Mailchimp offers email and chat support on Essentials and phone support on Premium plans. Kit provides email and live chat support on Creator plans, with priority support on Creator Pro. Both have solid knowledge bases and community forums. Kit's support team is smaller but gets higher satisfaction ratings in reviews, likely because the product is simpler and issues are less complex.

Our pick

For most small business owners — shops, restaurants, salons, service companies — Mailchimp is the better choice. The AI features save time on content creation and optimization, the POS integrations let you trigger campaigns from real customer behavior, and the pricing is lower for businesses under 2,500 contacts. The only time we'd recommend Kit instead is if your business is content-first (coaching, consulting, education, newsletters) where subscriber nurturing and digital product sales matter more than visual design and POS integrations.

Frequently Asked Questions

Is Mailchimp or Kit better for a business that's never done email marketing?
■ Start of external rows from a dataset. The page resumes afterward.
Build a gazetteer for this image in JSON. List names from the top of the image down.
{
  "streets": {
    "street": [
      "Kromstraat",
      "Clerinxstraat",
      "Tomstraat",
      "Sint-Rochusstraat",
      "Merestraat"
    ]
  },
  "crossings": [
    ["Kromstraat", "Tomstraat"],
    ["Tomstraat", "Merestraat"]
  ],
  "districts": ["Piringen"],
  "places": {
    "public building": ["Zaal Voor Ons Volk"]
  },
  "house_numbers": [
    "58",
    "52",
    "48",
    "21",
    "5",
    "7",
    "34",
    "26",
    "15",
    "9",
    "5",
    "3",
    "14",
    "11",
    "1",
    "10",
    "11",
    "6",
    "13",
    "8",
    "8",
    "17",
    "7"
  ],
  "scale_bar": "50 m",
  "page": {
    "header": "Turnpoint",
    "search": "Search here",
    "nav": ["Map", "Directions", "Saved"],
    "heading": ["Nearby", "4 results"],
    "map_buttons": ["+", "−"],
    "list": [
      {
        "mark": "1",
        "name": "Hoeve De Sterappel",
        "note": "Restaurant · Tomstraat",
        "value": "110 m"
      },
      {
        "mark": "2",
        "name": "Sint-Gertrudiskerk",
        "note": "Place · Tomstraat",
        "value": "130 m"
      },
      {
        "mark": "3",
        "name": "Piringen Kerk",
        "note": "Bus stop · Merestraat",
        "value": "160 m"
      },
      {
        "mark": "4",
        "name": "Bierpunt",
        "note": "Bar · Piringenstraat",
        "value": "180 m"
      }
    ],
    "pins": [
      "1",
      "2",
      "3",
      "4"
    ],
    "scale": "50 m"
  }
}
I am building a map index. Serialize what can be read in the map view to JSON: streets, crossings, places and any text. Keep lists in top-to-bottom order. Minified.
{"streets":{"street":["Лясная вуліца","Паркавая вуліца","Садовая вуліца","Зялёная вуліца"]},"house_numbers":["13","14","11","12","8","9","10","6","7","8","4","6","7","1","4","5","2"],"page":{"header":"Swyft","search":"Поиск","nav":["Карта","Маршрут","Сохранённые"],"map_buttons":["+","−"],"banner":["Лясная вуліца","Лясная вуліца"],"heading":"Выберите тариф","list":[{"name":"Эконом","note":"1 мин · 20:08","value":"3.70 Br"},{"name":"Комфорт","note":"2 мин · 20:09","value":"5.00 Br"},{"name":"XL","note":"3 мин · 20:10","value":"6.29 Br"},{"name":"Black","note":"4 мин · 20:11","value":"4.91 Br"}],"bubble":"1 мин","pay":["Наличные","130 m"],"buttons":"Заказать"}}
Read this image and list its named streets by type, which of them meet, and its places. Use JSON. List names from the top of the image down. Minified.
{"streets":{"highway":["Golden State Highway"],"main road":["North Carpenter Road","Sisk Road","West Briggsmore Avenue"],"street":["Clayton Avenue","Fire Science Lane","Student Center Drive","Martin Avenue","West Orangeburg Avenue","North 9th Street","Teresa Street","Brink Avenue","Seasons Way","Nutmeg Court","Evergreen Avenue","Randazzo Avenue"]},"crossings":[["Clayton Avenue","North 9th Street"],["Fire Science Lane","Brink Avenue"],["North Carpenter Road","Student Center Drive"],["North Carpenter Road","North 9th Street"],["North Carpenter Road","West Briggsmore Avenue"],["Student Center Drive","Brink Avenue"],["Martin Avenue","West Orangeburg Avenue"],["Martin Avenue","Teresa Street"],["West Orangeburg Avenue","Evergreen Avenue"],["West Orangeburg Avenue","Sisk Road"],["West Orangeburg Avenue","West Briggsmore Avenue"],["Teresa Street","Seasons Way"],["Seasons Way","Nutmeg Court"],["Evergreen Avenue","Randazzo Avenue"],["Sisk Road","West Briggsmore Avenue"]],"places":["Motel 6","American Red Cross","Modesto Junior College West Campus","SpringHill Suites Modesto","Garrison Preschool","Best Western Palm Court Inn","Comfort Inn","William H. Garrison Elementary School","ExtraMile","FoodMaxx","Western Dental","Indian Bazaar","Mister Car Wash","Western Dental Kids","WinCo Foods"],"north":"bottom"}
Mailchimp. The template library, AI email writer, and guided setup make it possible to send a professional-looking campaign in under an hour with zero experience. Kit's minimalist design philosophy means you need to be comfortable writing your own copy from scratch.

Can I switch from Mailchimp to Kit later?

Yes. Kit offers free migration from Mailchimp on their Creator and Creator Pro plans — they'll move your subscriber list, tags, and basic automations. You'll need to rebuild email templates and complex automation sequences manually. The reverse (Kit to Mailchimp) is a CSV export and manual reimport.

Do either of them handle SMS marketing?

Mailchimp added SMS on Standard plans and above for U.S. numbers. Kit does not offer native SMS. If text message campaigns are part of your strategy (appointment reminders, flash sales), Mailchimp covers both channels. With Kit, you'd need a separate SMS tool.

Which is better for e-commerce businesses?

Mailchimp, especially if you use Shopify or WooCommerce. The integration pulls purchase data directly into segments, enabling campaigns like "bought product X but not Y" or "spent over $200 in the last 90 days." Kit connects to both platforms but the e-commerce automation triggers are less granular.

Why did ConvertKit rebrand to Kit?

ConvertKit rebranded to Kit in 2024 to better reflect its evolution from an email tool to a broader creator commerce platform. The product is the same — same features, same team, same pricing. The name change has no impact on functionality or your existing account.